4. Il résulte de l'ensemble de ce qui précède que M. et Mme A ne sont pas fondés à soutenir que c'est à tort que, par le jugement attaqué, le tribunal administratif de Montreuil a rejeté de leur demande. Par suite, leurs conclusions présentées au titre de l'article L. 761-1 du code de justice administrative ne peuvent également qu'être rejetées.

DÉCIDE :

Article 1er : La requête de M. et Mme A est rejetée.

Article 2 : Le présent arrêt sera notifié à M. et Mme B A et au ministre de l'économie, des finances et de la souveraineté industrielle et numérique.
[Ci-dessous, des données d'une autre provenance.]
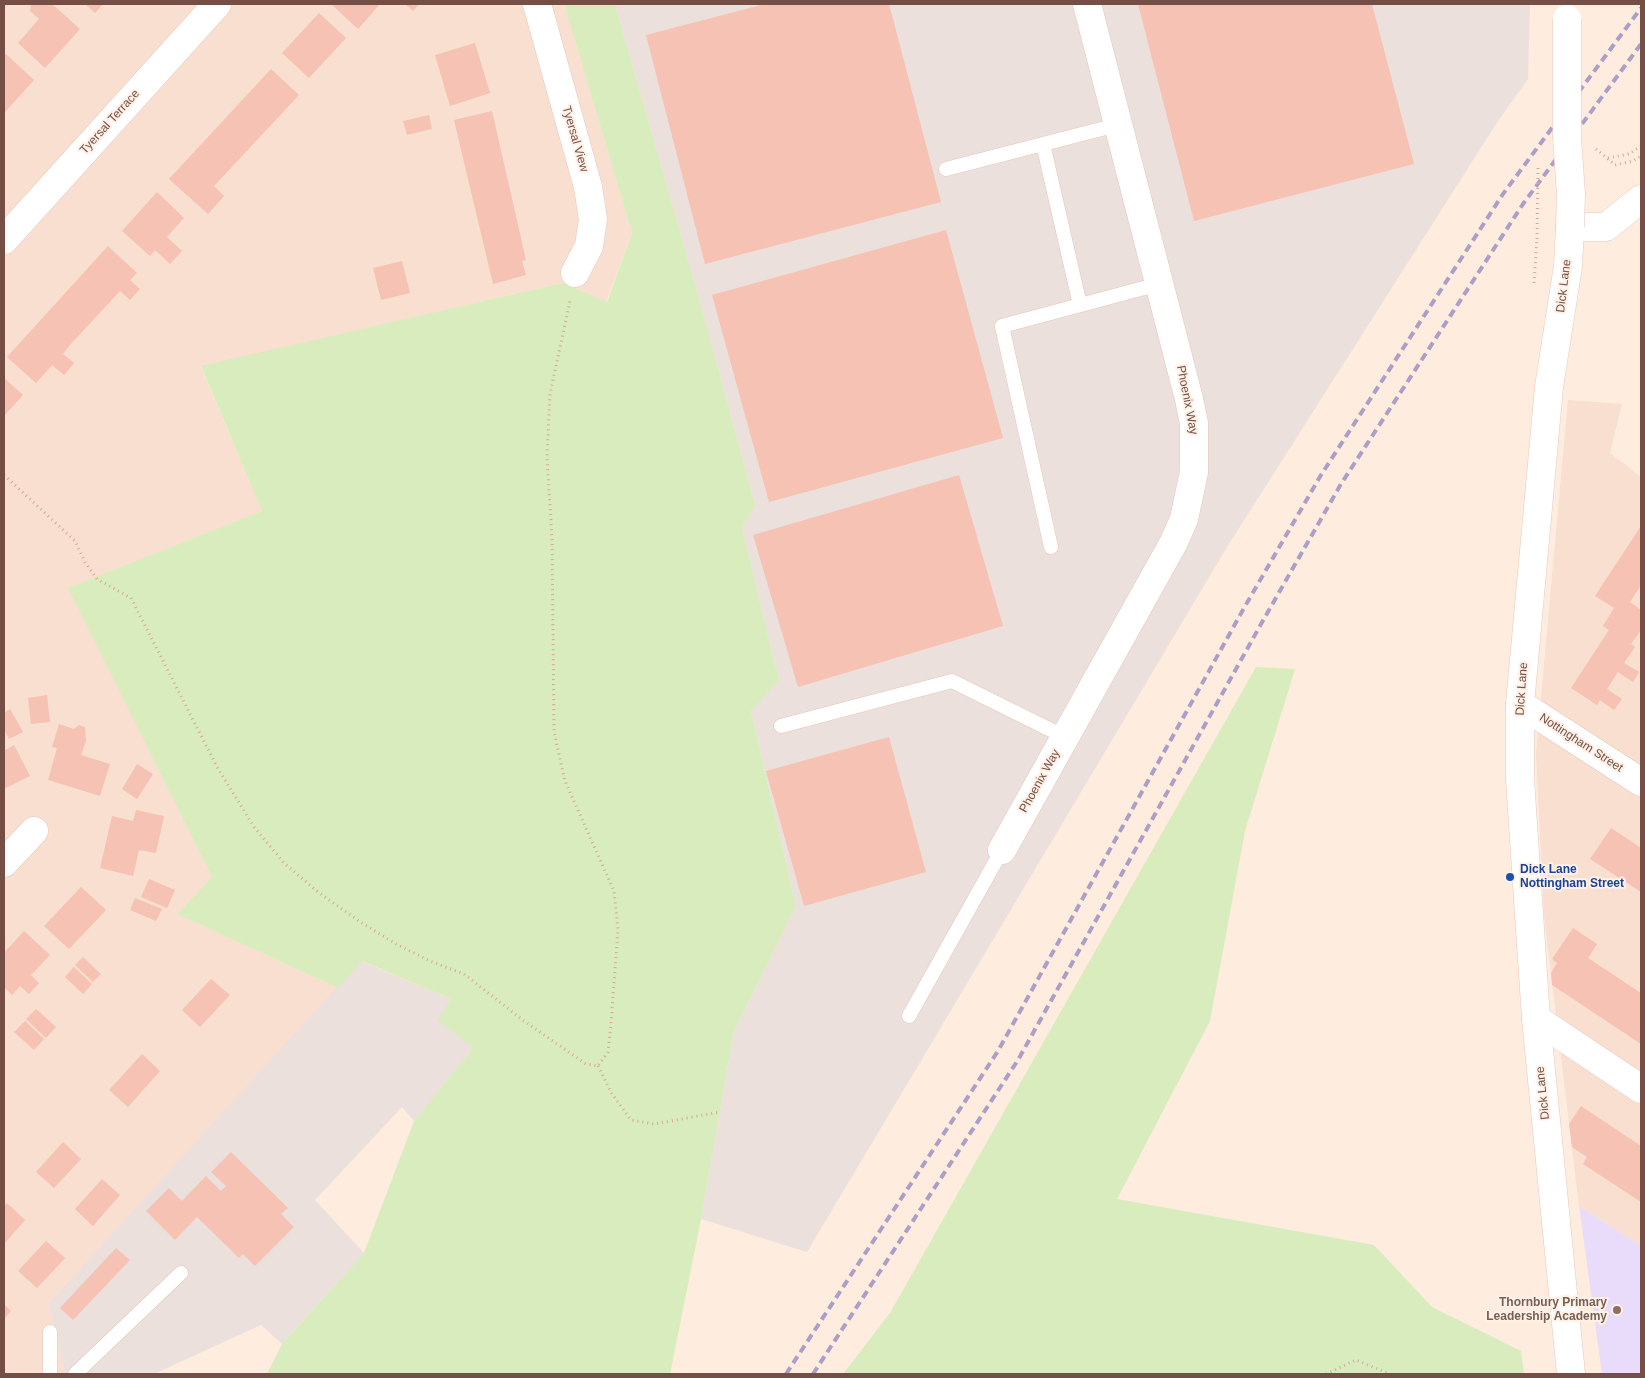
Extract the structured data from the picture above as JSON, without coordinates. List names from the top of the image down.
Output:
{
  "streets": {
    "street": [
      "Tyersal Terrace",
      "Tyersal View",
      "Dick Lane",
      "Phoenix Way",
      "Nottingham Street"
    ]
  },
  "crossings": [
    ["Dick Lane", "Nottingham Street"]
  ],
  "places": ["Dick Lane Nottingham Street", "Thornbury Primary Leadership Academy"]
}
Copie en sera adressée à la direction des impôts des non-résidents (division des affaires juridiques).

Délibéré après l'audience du 13 mars 2025, à laquelle siégeaient :

- M. Barthez, président de chambre,

- Mme Milon, présidente assesseure,

- Mme Lellig, première conseillère.

Rendu public par mise à disposition au greffe, le 15 avril 2025.

La rapporteure,

W. LELLIGLe président,

A. BARTHEZ

La greffière,

E. VERGNOL

La République mande et ordonne au ministre de l'économie, des finances et de la souveraineté industrielle et numérique en ce qui le concerne ou à tous commissaires de justice à ce requis en ce qui concerne les voies de droit commun contre les parties privées, de pourvoir à l'exécution de la présente décision.